Brain cancer model developed to study glioblastoma
Researchers have used stem cells, CRISPR and gene sequencing technology to create the basis of a new brain cancer model that could offer opportunities for drug discovery.
Researchers have created a new type of cancer model using genetically engineered human pluripotent stem cells to study in vivo how glioblastoma, the most common and aggressive form of brain cancer, develops and changes over time. The researchers are from the University of California San Diego School of Medicine, US.
“We have developed stem cell models that are CRISPR-engineered to have tumour-associated driver mutations in glioblastoma, which harbor essentially all features of patient-derived tumours, including extrachromosomal DNA amplification,” said co-senior author Dr Frank B Funari, professor in the Department of Pathology at the University of California San Diego School of Medicine.

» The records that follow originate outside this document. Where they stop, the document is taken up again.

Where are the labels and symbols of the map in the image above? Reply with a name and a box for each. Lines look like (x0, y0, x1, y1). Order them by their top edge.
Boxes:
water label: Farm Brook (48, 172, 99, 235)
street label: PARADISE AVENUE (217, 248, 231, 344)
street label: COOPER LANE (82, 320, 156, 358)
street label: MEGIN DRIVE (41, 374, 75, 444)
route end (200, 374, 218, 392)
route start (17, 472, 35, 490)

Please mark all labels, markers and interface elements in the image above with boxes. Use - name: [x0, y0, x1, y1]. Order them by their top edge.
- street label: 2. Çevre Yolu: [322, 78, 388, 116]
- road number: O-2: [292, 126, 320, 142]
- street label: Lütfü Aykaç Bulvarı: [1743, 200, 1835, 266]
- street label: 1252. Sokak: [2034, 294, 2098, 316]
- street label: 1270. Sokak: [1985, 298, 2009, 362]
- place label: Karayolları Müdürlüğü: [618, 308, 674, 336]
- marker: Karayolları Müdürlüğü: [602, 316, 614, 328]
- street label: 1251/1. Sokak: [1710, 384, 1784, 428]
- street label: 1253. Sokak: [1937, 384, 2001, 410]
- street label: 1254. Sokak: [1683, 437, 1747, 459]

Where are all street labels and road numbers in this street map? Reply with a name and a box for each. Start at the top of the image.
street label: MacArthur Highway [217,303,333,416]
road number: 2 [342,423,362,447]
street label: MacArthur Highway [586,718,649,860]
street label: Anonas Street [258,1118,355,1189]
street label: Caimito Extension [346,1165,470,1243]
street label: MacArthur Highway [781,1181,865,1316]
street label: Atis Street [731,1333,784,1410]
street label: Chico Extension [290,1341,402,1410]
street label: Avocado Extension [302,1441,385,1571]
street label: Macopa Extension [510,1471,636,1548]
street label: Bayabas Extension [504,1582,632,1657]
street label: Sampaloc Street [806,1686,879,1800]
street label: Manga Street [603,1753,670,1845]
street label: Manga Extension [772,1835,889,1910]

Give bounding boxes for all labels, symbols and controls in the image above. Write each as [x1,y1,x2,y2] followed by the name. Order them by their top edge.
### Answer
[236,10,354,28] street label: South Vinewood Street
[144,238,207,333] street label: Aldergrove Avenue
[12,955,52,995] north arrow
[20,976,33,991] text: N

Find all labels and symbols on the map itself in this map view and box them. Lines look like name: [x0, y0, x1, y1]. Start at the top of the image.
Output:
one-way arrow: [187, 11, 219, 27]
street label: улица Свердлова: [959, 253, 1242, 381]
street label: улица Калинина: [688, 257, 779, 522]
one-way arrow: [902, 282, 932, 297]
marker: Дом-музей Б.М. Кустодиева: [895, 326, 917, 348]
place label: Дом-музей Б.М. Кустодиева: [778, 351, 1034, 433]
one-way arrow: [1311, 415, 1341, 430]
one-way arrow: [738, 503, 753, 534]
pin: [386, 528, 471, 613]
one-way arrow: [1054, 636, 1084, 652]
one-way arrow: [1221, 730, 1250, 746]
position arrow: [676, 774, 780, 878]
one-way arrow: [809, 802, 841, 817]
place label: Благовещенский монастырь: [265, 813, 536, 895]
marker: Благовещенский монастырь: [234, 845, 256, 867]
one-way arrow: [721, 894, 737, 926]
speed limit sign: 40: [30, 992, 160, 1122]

“These models, or avatars as we call them, enable us to study human tumour development over long periods in vivo, which has not been feasible with patient-derived tissue samples which already harbour other genetic changes.”
The researchers used CRISPR editing to make precise mutations in an otherwise ‘normal’ genome to create the genetic conditions that enable tumour development. The avatars from this are unique in that they behave like a grade 4 glioma (a fast-growing type of tumour that starts in the glial cells of the brain) in their level of pathology, transcriptome signatures, engineered genetic alterations and evolution of genetic mutations, such as the emergence of extrachromosomal DNA and chromosomal rearrangements.
“The addition of single-cell RNA sequencing and computational tools enabled efficient analysis of big data to truly evaluate the surprising intra-tumour heterogeneity present in our avatars which replicates what is seen in patients samples,” said co-senior author Dr Gene W Yeo, professor in the Department of Cellular and Molecular Medicine and the Institute for Genomic Medicine at the University of California San Diego.
“We can now test which mutations predicted by cancer genome projects are truly tumour-driving and how they become invasive,” added Yeo. “More importantly, these cancer avatars provide systematic, well-controlled opportunities for drug discovery.”
This avatar mimics the intra-tumour heterogeneity observed in people, making it a good option for detailed examination of tumour evolution and searching for therapeutic vulnerabilities based on driver genetics, Furnari said.
“Next steps include screening drugs, testing other mutations in adult and pediatric brain tumours as well as to evaluate if these approaches can model tumours in other tissues, such as the pancreas and lung,” said Furnari.
The researchers reported their results in Nature Communications.